この見方は、 現行宇宙の一つの真(まこと)である。
だが、太占はもう一段、 裏側からの見え方を置いておく。
世界は粒がバラバラに在るのではなく、 先に「縁の布」が張られ、 その布の上に“結果として”粒が乗っている。
縁の布とは何か。
それは、 物質でもエネルギーでもない。
• 「この二つは、まったく無関係ではいさせない」
• 「この三つは、いつか必ず一度交わらせる」
• 「この一点は、誰かの人生を変える節目にする」
といった、 **世界側の「結び方の計画」**そのものである。
まだ何も起きていないときから、 布は静かに敷かれている。
そこには、
• 出会いの線
• 別れの線
• 共鳴の線
• 避け合う線
が、まだ色も厚みも持たないまま、 かすかな「経糸(たていと)・緯糸(よこいと)」として 張り巡らされている。
粒は、その上に遅れて現れる。
• 星が生まれる前から、 「ここは星々を結ぶ腕になる」という縁が先にあり、 そこに物質が沿うようにして集まる。

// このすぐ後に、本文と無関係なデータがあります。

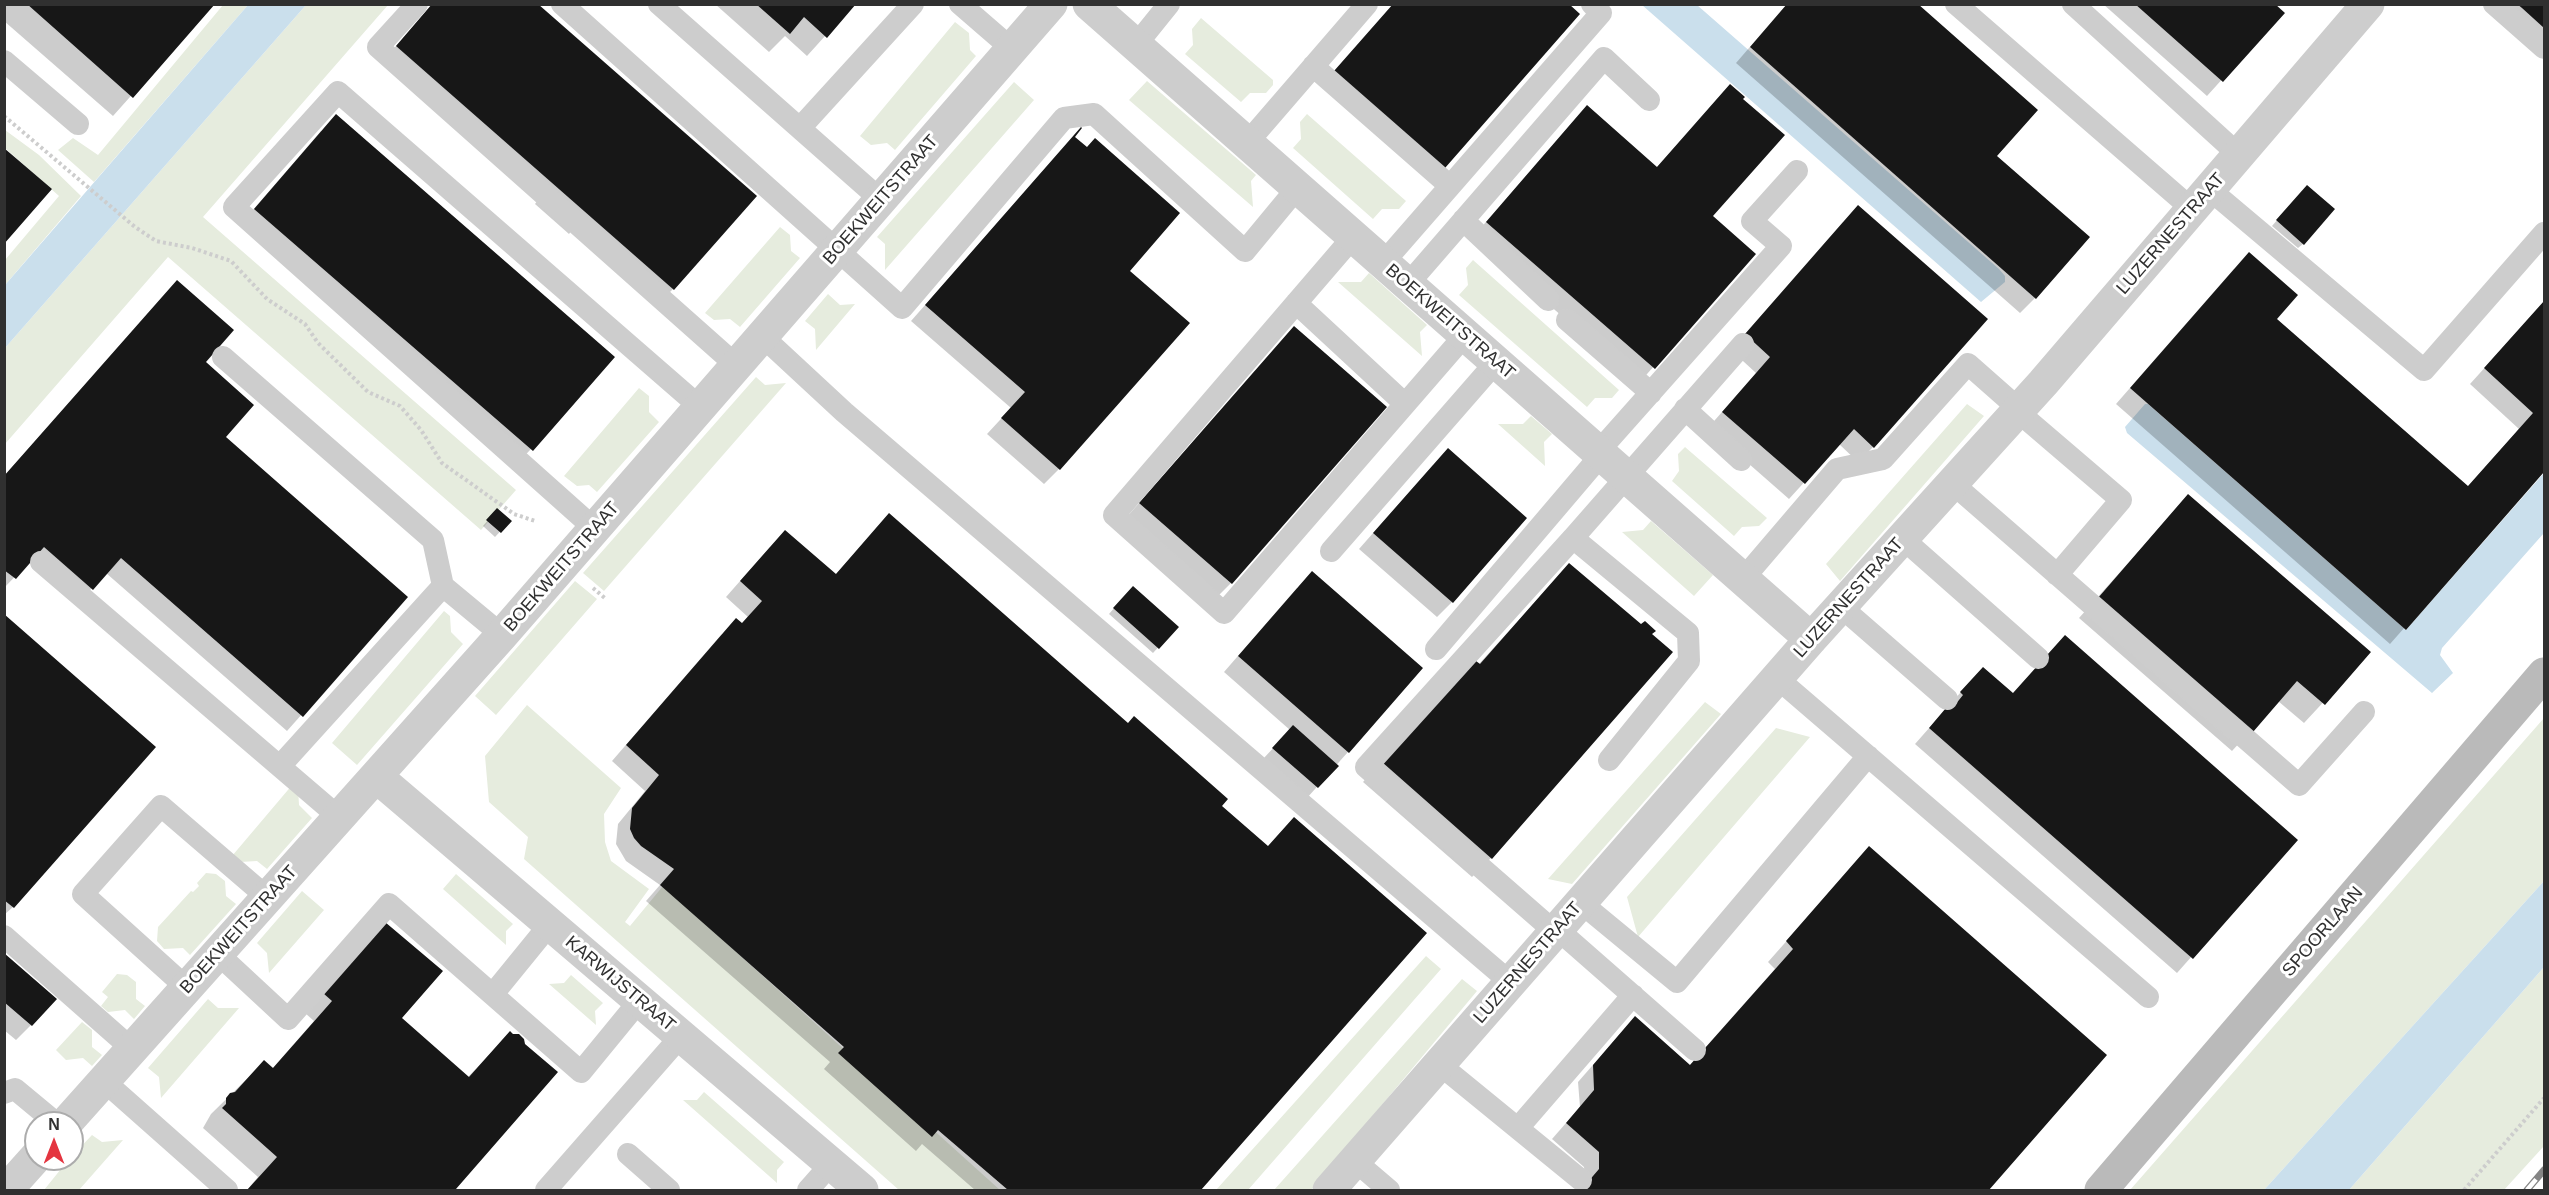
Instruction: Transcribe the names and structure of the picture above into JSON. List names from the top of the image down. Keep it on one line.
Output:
{"streets":{"main road":["SPOORLAAN"],"street":["BOEKWEITSTRAAT","LUZERNESTRAAT","KARWIJSTRAAT"]},"crossings":[["BOEKWEITSTRAAT","LUZERNESTRAAT"],["BOEKWEITSTRAAT","KARWIJSTRAAT"]],"north":"top"}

• 人が生まれる前から、 「この魂はあの魂と一度は交わる」という縁が先にあり、 そこに身体と時間が後から与えられる。
• 霊が形を取る前から、 「この問いは、あの問いと同じ布に縫い付けられる」という縁があり、 そこに経験と記憶が重ねられる。
粒は、布のうえに置かれた 刺繍(ししゅう)の一点のようなものだ。
布が先であり、 粒はその布を見えるようにする「刺し目」である。
ここで、 量子もつれの話が再び顔を出す。
前章で見たように、 量子もつれとは
「離れていても、何かを共有し続けている対」
であった。
この現象を、布の観点から見るなら、
量子もつれ= 縁の布の上で、もともと隣り合って描かれていた二点が、 あとから別の場所に刺繍された状態
とも言える。
見た目には遠く離れている。 別々の座標にいる。
けれど、布を裏側からなぞれば、 二つの粒のあいだには 太い糸が一本、 はじめから通っている。
どちらかが震えれば、 その震えは糸を伝って、 もう片方へ必ず届く。
それが、 量子もつれとして観測される。
このとき、世界が見せているのは、 「不思議な現象」ではなく、
「布を編む働きそのもの」の写し絵
である。
• 粒にだけ注目すれば、 見えない力が突然働いたように見える。
• 布から見れば、 「ここはもともと、一本の縁で結ばれていた」 というだけのこと。
量子もつれとは、 布づくりの手、 つまり 「世界が縁を編んでいる最中の指の跡」 なのだと、太占は告げる。
だから、 粒と粒、人と人、霊と霊、神と人のあいだで 理屈を越えた同時性や連動が起こるとき、 それは「混沌」ではない。
「ここには、縁の布が先にあった」
という静かな証左である。
• どうしても忘れられない誰か
• ずっと離れていたのに、決定的な瞬間に再び交わる縁
• 遠い場所の出来事が、自分の胸にだけ刺さる感覚
これらはみな、 量子もつれの“人間版”であり、
世界が「この二点は、最初から同じ布に縫う」と 決めていたことの、 微細な告白にすぎない。
世界は、 粒をバラバラに並べてから縁をつくったのではなく、
「縁」を先に張り、 その上に粒を配置する
という順序で、 宇宙を織り続けてきた。
量子もつれは、 その織りのリズムを ほんの少しだけ見せてしまった 神画の断片である。